- **PROBLEM DESCRIPTION**
The required answer is each line in the entries below where "direction" occurs.

[[ RECORDS SUPPLIED, beginning ]]

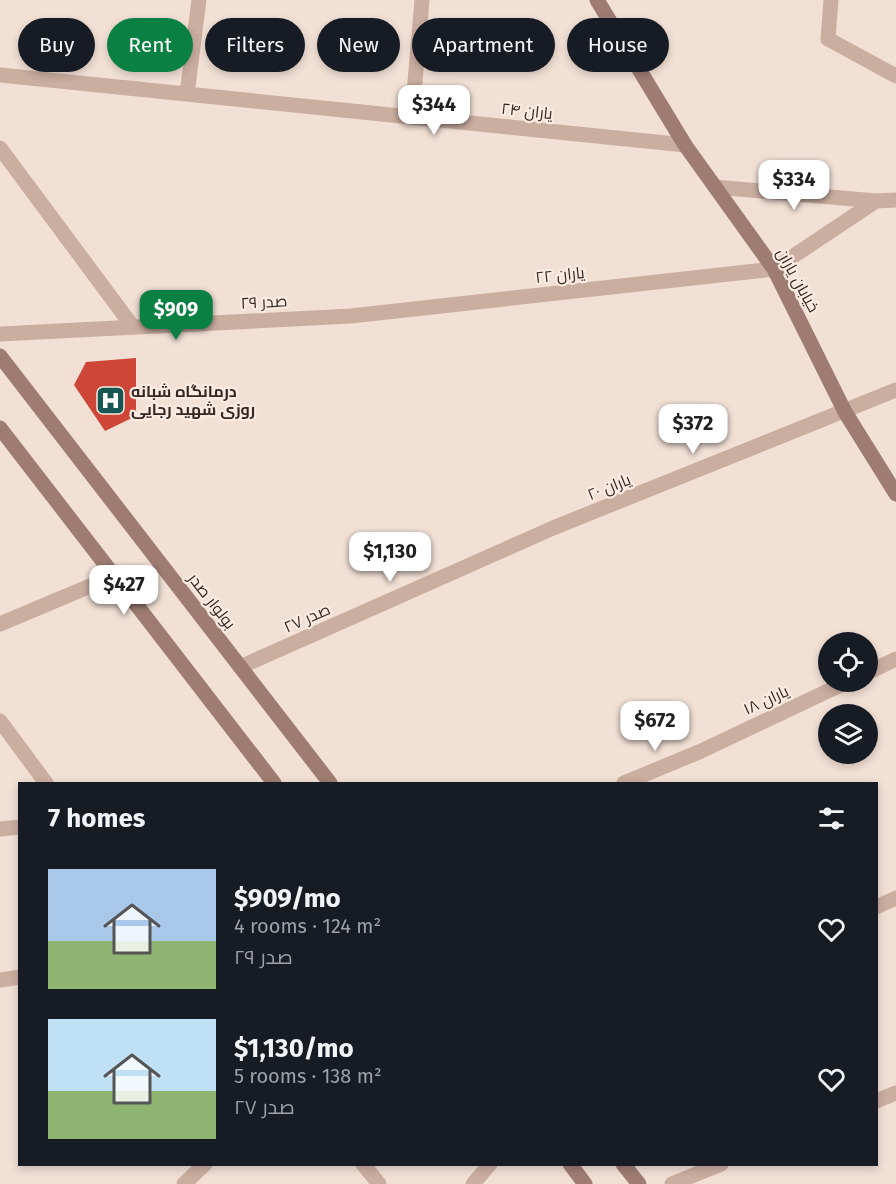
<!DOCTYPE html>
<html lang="en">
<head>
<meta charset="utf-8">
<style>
	:root { --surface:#171b24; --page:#242831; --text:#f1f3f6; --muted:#9ea1a6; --accent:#0b8043 }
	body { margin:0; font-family:"Fira Sans",Cairo,sans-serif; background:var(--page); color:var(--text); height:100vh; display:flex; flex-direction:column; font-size:22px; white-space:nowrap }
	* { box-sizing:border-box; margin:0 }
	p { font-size:20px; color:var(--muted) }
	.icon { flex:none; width:33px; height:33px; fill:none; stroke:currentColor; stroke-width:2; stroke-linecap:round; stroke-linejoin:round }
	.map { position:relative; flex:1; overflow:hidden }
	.side { position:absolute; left:18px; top:782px; width:860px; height:384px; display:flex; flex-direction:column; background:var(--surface); border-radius:0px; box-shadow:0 3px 9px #0003 }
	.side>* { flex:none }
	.banner { position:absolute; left:18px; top:18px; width:861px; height:54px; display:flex; gap:12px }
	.fabs { position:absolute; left:818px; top:632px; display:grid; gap:12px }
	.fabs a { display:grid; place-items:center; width:60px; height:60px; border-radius:50%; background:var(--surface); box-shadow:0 3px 9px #0003; font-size:30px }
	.price { position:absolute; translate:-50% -51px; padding:0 14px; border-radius:12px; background:#fff; color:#222; font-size:20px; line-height:39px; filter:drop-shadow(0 2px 3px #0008) }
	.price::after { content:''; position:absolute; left:50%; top:36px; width:18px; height:14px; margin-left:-9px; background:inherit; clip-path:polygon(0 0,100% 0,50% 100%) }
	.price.selected { background:var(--accent); color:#fff }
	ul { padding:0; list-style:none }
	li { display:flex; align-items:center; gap:18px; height:150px; padding:0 30px }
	li span { display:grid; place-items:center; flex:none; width:168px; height:120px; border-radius:0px; color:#555 }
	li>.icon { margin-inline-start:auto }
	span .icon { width:72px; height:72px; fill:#fffc; stroke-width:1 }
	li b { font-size:26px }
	h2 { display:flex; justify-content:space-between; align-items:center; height:72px; padding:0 30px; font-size:26px }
	.chip { padding:0 21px; border-radius:27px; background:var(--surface); box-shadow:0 3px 9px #0003; font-size:21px; line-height:54px }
	.chip.selected { background:var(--accent); color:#fff }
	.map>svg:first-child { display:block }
	.building { fill:#ce4637 }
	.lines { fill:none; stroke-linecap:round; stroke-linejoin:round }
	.street { stroke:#caaea0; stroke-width:15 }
	.secondary { stroke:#9e7c72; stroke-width:15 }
	.labels { text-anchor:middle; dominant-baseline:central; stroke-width:4.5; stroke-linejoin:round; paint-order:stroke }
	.street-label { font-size:16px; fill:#342724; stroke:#faebe1 }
	.poi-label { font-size:16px; font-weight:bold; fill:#342724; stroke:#faebe1; text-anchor:start }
</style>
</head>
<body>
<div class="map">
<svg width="896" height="1184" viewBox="0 0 896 1184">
	<rect width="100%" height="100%" fill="#f2e0d5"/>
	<path class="building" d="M 136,358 L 136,416 L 105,431 L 74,385 L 86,362 Z"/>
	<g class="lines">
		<path class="street" d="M 831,0 L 828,39 L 896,76
			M 0,75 L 685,145
			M 187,94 L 199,0
			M 412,117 L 422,0
			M 0,148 L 133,327
			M 715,187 L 876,201
			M 0,334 L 351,316 L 774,269 L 876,201 L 896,200
			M 0,624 L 114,576
			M 240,667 L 553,528 L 896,390
			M 867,673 L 896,659
			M 0,721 L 46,783
			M 624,783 L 699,752 L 849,681
			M 0,829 L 20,827
			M 876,907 L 896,898
			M 0,980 L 20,977
			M 876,1101 L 896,1093
			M 363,1164 L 379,1184
			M 184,1184 L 205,1164
			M 473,1184 L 490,1164
			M 672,1184 L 721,1164"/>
		<path class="secondary" d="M 597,0 L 685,145 L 774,269 L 845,412 L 896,494
			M 0,356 L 330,783
			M 0,428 L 274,783
			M 570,1164 L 585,1184
			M 623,1164 L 639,1184"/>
	</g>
	<defs>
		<symbol id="hospital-square" viewBox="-11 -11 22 22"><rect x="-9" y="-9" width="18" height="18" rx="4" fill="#175753" stroke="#faebe1"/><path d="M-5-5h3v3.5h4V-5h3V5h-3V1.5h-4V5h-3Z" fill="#fff"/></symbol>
	</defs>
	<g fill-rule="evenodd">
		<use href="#hospital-square" x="94" y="384" width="33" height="33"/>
	</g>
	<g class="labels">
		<g class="street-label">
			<text transform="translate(527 111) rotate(6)">یاران ۲۴</text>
			<text transform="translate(560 275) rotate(-6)">یاران ۲۲</text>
			<text transform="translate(798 280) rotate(61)">خیابان یاران</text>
			<text transform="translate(264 302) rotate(-3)">صدر ۲۹</text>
			<text transform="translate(609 487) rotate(-22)">یاران ۲۰</text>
			<text transform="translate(212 601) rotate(52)">بولوار صدر</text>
			<text transform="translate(307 618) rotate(-24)">صدر ۲۷</text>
			<text transform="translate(766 700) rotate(-25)">یاران ۱۸</text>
		</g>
		<g class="poi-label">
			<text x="131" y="391">درمانگاه شبانه<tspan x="131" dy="18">روزی شهید رجایی</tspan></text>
		</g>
	</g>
</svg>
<div class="fabs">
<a><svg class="icon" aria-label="locate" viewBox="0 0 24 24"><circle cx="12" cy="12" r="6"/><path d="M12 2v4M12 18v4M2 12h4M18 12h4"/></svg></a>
<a><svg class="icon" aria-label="layers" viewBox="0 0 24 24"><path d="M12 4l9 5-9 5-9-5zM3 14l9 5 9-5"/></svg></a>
</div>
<b class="price" style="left:434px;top:136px">$344</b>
<b class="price" style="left:794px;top:211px">$334</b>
<b class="price selected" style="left:176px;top:341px">$909</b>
<b class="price" style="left:693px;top:455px">$372</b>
<b class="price" style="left:390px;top:583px">$1,130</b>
<b class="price" style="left:124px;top:616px">$427</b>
<b class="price" style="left:655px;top:752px">$672</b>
<div class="banner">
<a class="chip">Buy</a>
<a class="chip selected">Rent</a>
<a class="chip">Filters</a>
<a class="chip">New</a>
<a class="chip">Apartment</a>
<a class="chip">House</a>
</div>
<section class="side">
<h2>7 homes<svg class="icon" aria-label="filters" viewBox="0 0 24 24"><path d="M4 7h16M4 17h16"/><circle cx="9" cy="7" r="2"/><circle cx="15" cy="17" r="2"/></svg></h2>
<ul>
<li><span style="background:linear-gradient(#a9c7e8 60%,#8fb573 0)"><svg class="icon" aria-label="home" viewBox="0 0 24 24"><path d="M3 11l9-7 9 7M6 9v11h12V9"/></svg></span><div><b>$909/mo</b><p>4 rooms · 124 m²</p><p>صدر ۲۹</p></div><svg class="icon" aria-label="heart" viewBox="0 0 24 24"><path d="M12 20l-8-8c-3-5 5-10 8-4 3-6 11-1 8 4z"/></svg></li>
<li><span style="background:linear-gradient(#bfe0f5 60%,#8fb573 0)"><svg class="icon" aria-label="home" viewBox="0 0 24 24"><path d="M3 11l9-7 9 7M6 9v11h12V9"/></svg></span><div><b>$1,130/mo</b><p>5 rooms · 138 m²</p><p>صدر ۲۷</p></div><svg class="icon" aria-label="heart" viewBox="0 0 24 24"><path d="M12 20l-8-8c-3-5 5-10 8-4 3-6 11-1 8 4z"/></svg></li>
</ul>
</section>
</div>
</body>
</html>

[[ RECORDS SUPPLIED, end ]]

- **PROBLEM SOLUTION**
	body { margin:0; font-family:"Fira Sans",Cairo,sans-serif; background:var(--page); color:var(--text); height:100vh; display:flex; flex-direction:column; font-size:22px; white-space:nowrap }
	.side { position:absolute; left:18px; top:782px; width:860px; height:384px; display:flex; flex-direction:column; background:var(--surface); border-radius:0px; box-shadow:0 3px 9px #0003 }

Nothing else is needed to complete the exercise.